C’est un grand honneur, et un immense plaisir, pour moi que de me trouver aujourd’hui à l’Académie Internationale du vin pour vous parler d’un sujet qui nous anime tous : l’écoute de la nature, nécessaire à la production de vins de terroirs. En effet, et ceux parmi vous dont c’est le métier le savent mieux que moi, ce n’est qu’en aimant le vin qu’on arrive à en faire de bons, mais c’est aussi en observant la plus stricte rigueur et une éthique sans faille qu’on peut le faire dans la durée, et avec conviction.

A maints égards, mon métier d’historienne se rapproche de celui des métiers de la vigne et du vin : il nécessite non seulement de scruter le contenu des textes avec minutie, mais aussi de s’assurer de livrer la paternité d’une idée à son auteur.
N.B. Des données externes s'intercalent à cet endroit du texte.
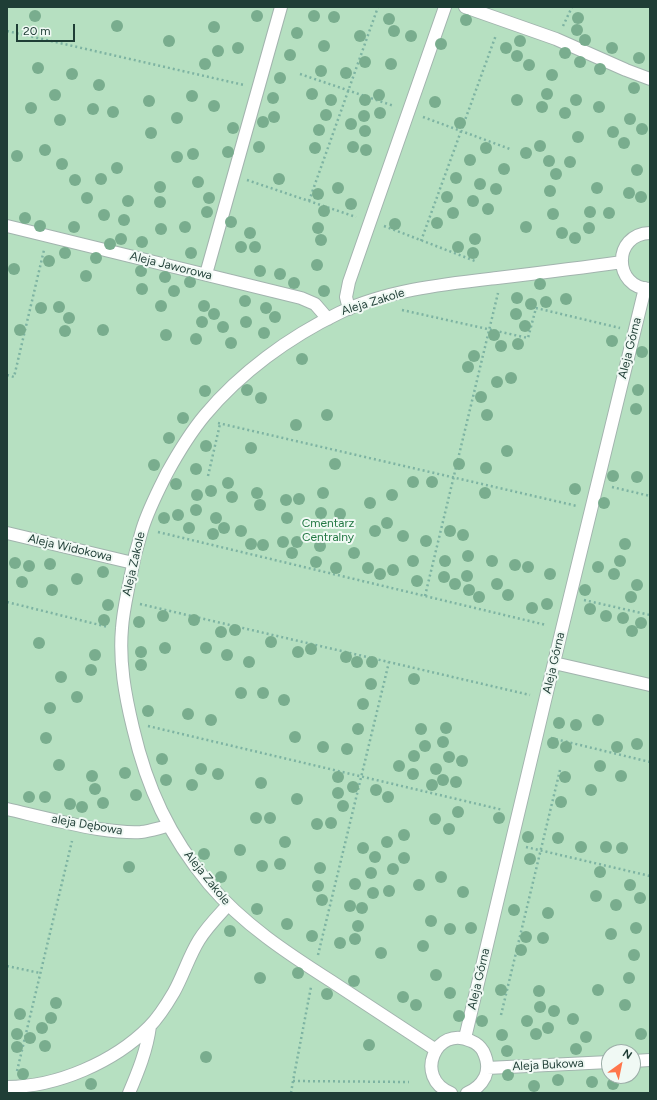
<!DOCTYPE html>
<meta charset="utf-8">
<style>
body{margin:0}
#map{position:relative;width:657px;height:1100px;overflow:hidden;background:#e0ece7;font-family:Figtree,sans-serif}
canvas{display:block}
.frame{position:absolute;inset:0;border:8px solid #1f3e36;pointer-events:none}
.north{position:absolute;left:601px;top:1044px;width:40px;height:40px;box-sizing:border-box;background:#f0f9f4;border:1px solid #9caea8;border-radius:50%;rotate:33deg;font-size:11px;font-weight:700;line-height:16px;text-align:center;color:#1f3e36}
.north::after{content:'';display:block;margin:auto;width:14px;height:18px;background:#ff764b;clip-path:polygon(50% 0,100% 100%,50% 72%,0 100%)}
.scale{position:absolute;left:16px;top:24px;width:59px;height:18px;box-sizing:border-box;border:2px solid #1f3e36;border-top:0;padding-left:5px;font-size:12px;line-height:14px;white-space:nowrap;color:#1f3e36;-webkit-text-stroke:3px #f0f9f4;paint-order:stroke}
</style>
<div id="map">
<canvas width="657" height="1100"></canvas>
<div class="frame"></div>
<div class="north">N</div>
<div class="scale">20 m</div>
</div>
<script>
const context = document.querySelector('canvas').getContext('2d');
context.lineJoin = 'round';
function fill(path, color) { context.fillStyle = color; context.fill(path, 'evenodd'); }
function trace(path, color, width, dash) { context.strokeStyle = color; context.lineWidth = width; context.lineCap = dash ? 'butt' : 'round'; context.setLineDash(dash || []); context.stroke(path); }
function write(font, color, halo, rows, align = 'center') {
  context.font = font + ' Figtree,sans-serif'; context.lineWidth = 4; context.setLineDash([]); context.textBaseline = 'middle'; context.strokeStyle = halo; context.fillStyle = color; for (const [text, x, y, turn = 0] of rows) {
    context.save(); context.translate(x, y); context.rotate((+turn || 0) * Math.PI / 180); context.textAlign = isNaN(turn) ? turn : align; if (halo) context.strokeText(text, 0, 0); context.fillText(text, 0, 0); context.restore();
  }
}
fill(new Path2D(`
 M7,7h643v1086h-643zM609,1052h24v24h-24z`), '#b6e0c1');
const street = new Path2D(`
 M465,7l91,32 70,31 24,9
 M7,226l294,72 14,6 13,15
 M650,233c-38,1 -37,55 0,56
 M206,274l75,-267
 M349,309l-3,-12 3,-15 96,-275
 M7,533l126,30
 M554,663l96,22
 M7,809c30,7 60,15 91,20 14,2 28,4 43,3 9,-1 18,-4 27,-6
 M465,1038l97,-409 83,-341
 M436,1050c-35,-23 -70,-46 -105,-69 -44,-28 -88,-57 -122,-97 -40,-48 -62,-96 -76,-156 -8,-33 -14,-66 -11,-100 1,-16 5,-33 8,-49 3,-17 7,-33 12,-49 6,-20 16,-39 25,-57 11,-20 23,-40 38,-58 35,-42 84,-78 134,-102 48,-23 106,-29 158,-35 42,-5 83,-10 125,-16
 M633,1061l17,-1
 M487,1068l122,-6
 M7,1087c50,0 107,-25 142,-60 10,-10 18,-23 25,-35 9,-16 15,-36 25,-52 8,-13 19,-24 29,-35
 M129,1093c9,-21 18,-43 21,-67
 M451,1093c-38,-15 -15,-69 20,-52 5,2 9,5 12,10 4,8 6,17 2,26 -4,8 -10,13 -18,16`);
trace(street, '#a2b4ae', 14);
trace(new Path2D(`
 M563,26l9,-19
 M7,31l237,54
 M300,74l94,32
 M423,117l87,32
 M247,180l109,37
 M309,201l69,-194
 M384,226l91,35
 M421,241l75,-206
 M402,310l126,28 8,-30 84,20
 M7,375l7,2 30,-127
 M218,423l359,83
 M208,476l12,-52
 M612,487l38,9
 M158,532l388,93
 M425,596l73,-303
 M584,600l66,15
 M7,602l101,25
 M140,604l390,91
 M148,726l355,84
 M551,738l99,24
 M526,847l124,29
 M318,955l71,-293
 M7,966l33,7
 M501,1015l59,-245
 M17,1071l55,-230
 M293,1081l116,1
 M291,1093l2,-12 18,-94`), '#7db3a2', 2.5, [2, 3]);
trace(street, '#fff', 12);
context.fillStyle = '#79ad8e';
for (const [x, y] of [
 [35,16],
 [257,16],
 [314,16],
 [334,17],
 [578,18],
 [389,19],
 [466,20],
 [117,26],
 [214,27],
 [577,30],
 [394,31],
 [297,33],
 [360,36],
 [411,36],
 [585,40],
 [169,41],
 [520,41],
 [441,44],
 [324,46],
 [238,48],
 [506,48],
 [612,48],
 [218,51],
 [565,53],
 [290,55],
 [517,56],
 [639,58],
 [365,62],
 [580,62],
 [205,64],
 [391,64],
 [529,65],
 [38,68],
 [600,69],
 [321,71],
 [346,73],
 [72,74],
 [552,75],
 [280,78],
 [99,85],
 [634,88],
 [312,94],
 [547,94],
 [55,95],
 [379,95],
 [192,96],
 [273,98],
 [331,100],
 [365,100],
 [517,100],
 [576,100],
 [149,101],
 [435,102],
 [214,106],
 [542,107],
 [599,107],
 [31,108],
 [93,109],
 [113,112],
 [380,113],
 [565,113],
 [326,115],
 [364,116],
 [274,117],
 [177,118],
 [630,119],
 [60,120],
 [263,122],
 [460,123],
 [351,124],
 [233,128],
 [642,129],
 [319,130],
 [365,131],
 [613,132],
 [151,133],
 [578,137],
 [624,143],
 [540,146],
 [259,147],
 [353,147],
 [315,148],
 [486,148],
 [45,150],
 [366,150],
 [228,152],
 [526,153],
 [193,154],
 [17,156],
 [177,157],
 [470,160],
 [549,161],
 [570,162],
 [62,164],
 [117,168],
 [504,169],
 [637,170],
 [556,174],
 [456,178],
 [101,179],
 [279,179],
 [75,180],
 [198,182],
 [480,184],
 [160,187],
 [338,188],
 [597,188],
 [496,189],
 [550,191],
 [629,193],
 [318,194],
 [447,197],
 [641,197],
 [87,198],
 [209,198],
 [128,201],
 [473,201],
 [160,202],
 [351,204],
 [488,209],
 [324,211],
 [207,212],
 [590,212],
 [453,213],
 [609,213],
 [553,214],
 [104,215],
 [25,218],
 [124,220],
 [231,222],
 [437,223],
 [395,224],
 [40,226],
 [74,227],
 [185,227],
 [526,227],
 [318,228],
 [589,228],
 [161,229],
 [250,233],
 [562,233],
 [575,238],
 [121,239],
 [475,239],
 [321,240],
 [142,242],
 [110,244],
 [241,247],
 [255,247],
 [458,247],
 [65,253],
 [191,253],
 [473,253],
 [96,258],
 [49,261],
 [317,265],
 [14,269],
 [141,271],
 [260,271],
 [280,274],
 [86,276],
 [165,277],
 [190,282],
 [294,283],
 [540,284],
 [142,289],
 [174,291],
 [324,291],
 [517,298],
 [566,299],
 [245,301],
 [546,302],
 [531,304],
 [161,306],
 [204,306],
 [59,307],
 [41,308],
 [266,308],
 [214,314],
 [516,314],
 [275,317],
 [69,318],
 [202,322],
 [246,322],
 [525,326],
 [223,327],
 [20,330],
 [103,330],
 [65,331],
 [264,333],
 [166,335],
 [494,335],
 [196,339],
 [612,341],
 [231,343],
 [518,344],
 [501,346],
 [642,352],
 [474,356],
 [302,359],
 [468,367],
 [511,378],
 [497,382],
 [247,390],
 [638,390],
 [205,391],
 [481,397],
 [261,398],
 [636,409],
 [327,415],
 [487,415],
 [183,418],
 [296,425],
 [169,438],
 [206,446],
 [251,448],
 [507,451],
 [335,464],
 [459,464],
 [154,465],
 [486,468],
 [196,469],
 [613,476],
 [637,477],
 [413,482],
 [432,482],
 [228,483],
 [176,484],
 [575,489],
 [211,491],
 [257,493],
 [323,493],
 [485,493],
 [197,495],
 [392,495],
 [232,497],
 [299,499],
 [286,500],
 [370,503],
 [604,503],
 [260,505],
 [196,510],
 [321,513],
 [340,514],
 [178,515],
 [164,518],
 [216,518],
 [287,518],
 [387,523],
 [189,528],
 [224,528],
 [241,531],
 [375,531],
 [450,531],
 [213,534],
 [463,535],
 [403,536],
 [426,541],
 [283,542],
 [297,542],
 [251,544],
 [625,544],
 [263,545],
 [320,546],
 [292,553],
 [354,553],
 [468,556],
 [413,561],
 [445,561],
 [492,561],
 [620,561],
 [316,562],
 [15,563],
 [50,564],
 [515,565],
 [29,566],
 [528,567],
 [598,567],
 [336,568],
 [368,568],
 [393,570],
 [103,572],
 [380,574],
 [550,574],
 [614,574],
 [467,576],
 [444,577],
 [77,579],
 [417,581],
 [22,582],
 [455,584],
 [497,584],
 [637,585],
 [52,590],
 [469,590],
 [585,590],
 [508,595],
 [479,597],
 [631,597],
 [547,604],
 [108,605],
 [532,608],
 [590,609],
 [163,616],
 [606,616],
 [623,618],
 [104,620],
 [194,620],
 [139,622],
 [641,623],
 [235,630],
 [632,631],
 [221,632],
 [271,642],
 [39,643],
 [165,648],
 [206,648],
 [311,649],
 [141,652],
 [298,652],
 [95,655],
 [227,655],
 [346,657],
 [249,662],
 [357,662],
 [372,662],
 [141,665],
 [91,670],
 [61,677],
 [414,679],
 [371,684],
 [241,693],
 [263,693],
 [77,697],
 [284,700],
 [363,704],
 [50,708],
 [148,711],
 [188,714],
 [211,720],
 [598,720],
 [559,723],
 [576,725],
 [446,728],
 [358,729],
 [421,729],
 [295,737],
 [46,738],
 [443,742],
 [553,743],
 [637,744],
 [425,746],
 [323,747],
 [566,747],
 [617,747],
 [347,749],
 [414,756],
 [449,757],
 [162,759],
 [462,761],
 [59,765],
 [399,766],
 [600,766],
 [201,769],
 [436,769],
 [125,773],
 [218,774],
 [413,774],
 [92,776],
 [621,776],
 [338,777],
 [565,777],
 [166,780],
 [443,780],
 [456,782],
 [261,783],
 [192,785],
 [432,785],
 [353,787],
 [95,789],
 [376,790],
 [591,790],
 [338,793],
 [136,795],
 [29,797],
 [45,797],
 [388,797],
 [297,799],
 [561,802],
 [103,803],
 [70,804],
 [343,806],
 [82,807],
 [458,812],
 [256,818],
 [270,818],
 [499,818],
 [435,819],
 [331,823],
 [317,824],
 [449,829],
 [404,835],
 [528,837],
 [558,838],
 [285,842],
 [387,842],
 [581,847],
 [606,847],
 [363,848],
 [622,848],
 [240,850],
 [204,854],
 [375,857],
 [404,858],
 [530,859],
 [280,864],
 [262,866],
 [129,867],
 [320,868],
 [393,869],
 [600,872],
 [371,873],
 [221,877],
 [441,877],
 [355,884],
 [419,885],
 [630,885],
 [318,886],
 [389,891],
 [463,892],
 [373,893],
 [596,896],
 [640,898],
 [322,900],
 [616,905],
 [350,906],
 [362,908],
 [257,909],
 [514,910],
 [548,913],
 [431,921],
 [287,924],
 [358,926],
 [471,928],
 [636,928],
 [450,929],
 [230,931],
 [611,934],
 [312,936],
 [526,937],
 [543,938],
 [355,939],
 [340,943],
 [423,946],
 [521,950],
 [381,953],
 [634,955],
 [298,973],
 [436,975],
 [260,978],
 [629,978],
 [354,981],
 [501,990],
 [598,990],
 [539,991],
 [450,993],
 [327,994],
 [403,997],
 [56,1003],
 [416,1005],
 [625,1005],
 [540,1007],
 [554,1011],
 [20,1014],
 [459,1016],
 [51,1018],
 [573,1019],
 [482,1021],
 [527,1021],
 [42,1028],
 [548,1028],
 [17,1034],
 [536,1034],
 [641,1034],
 [502,1035],
 [586,1037],
 [30,1038],
 [369,1045],
 [45,1046],
 [17,1047],
 [576,1049],
 [507,1051],
 [206,1057],
 [23,1074],
 [508,1075],
 [558,1080],
 [592,1082],
 [91,1084],
 [613,1084],
 [534,1086]
]) { context.beginPath(); context.arc(x, y, 6, 0, 2 * Math.PI); context.fill(); }
write('12px', '#1f3e36', '#f0f9f4', [
 ["Aleja Jaworowa",171,266,14],
 ["Aleja Zakole",373,302,-17],
 ["Aleja Górna",630,348,-76],
 ["Aleja Widokowa",70,548,13],
 ["Aleja Zakole",134,564,-77],
 ["Aleja Górna",554,663,-77],
 ["aleja Dębowa",87,825,10],
 ["Aleja Zakole",207,878,51],
 ["Aleja Górna",479,979,-77],
 ["Aleja Bukowa",548,1065,-3]
]);
write('12px', '#257945', '#f0f9f4', [
 ["Cmentarz",328,523],
 ["Centralny",328,537]
]);
</script>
C’est ce que nous appelons aujourd’hui le droit d’auteur, ou plutôt le respect des sources.

Dans le domaine de l’agriculture biologique au sens large du terme, un personnage est souvent cité, notamment par les vignerons : Rudolf Steiner. Il est même généralement présenté comme son père putatif. Lui-même se targuait d’un certain nombre d’inventions, ou du moins de rénovations que sa pensée, qu’il estimait hautement spirituelle, concoctait avec force intuition et inspiration.

Qu’en est-t-il véritablement ? Après avoir rapidement présenté Rudolf Steiner, nous verrons les grands axes de sa pensée, avant de partir à la recherche de ses sources – qu’il a largement « occultées ».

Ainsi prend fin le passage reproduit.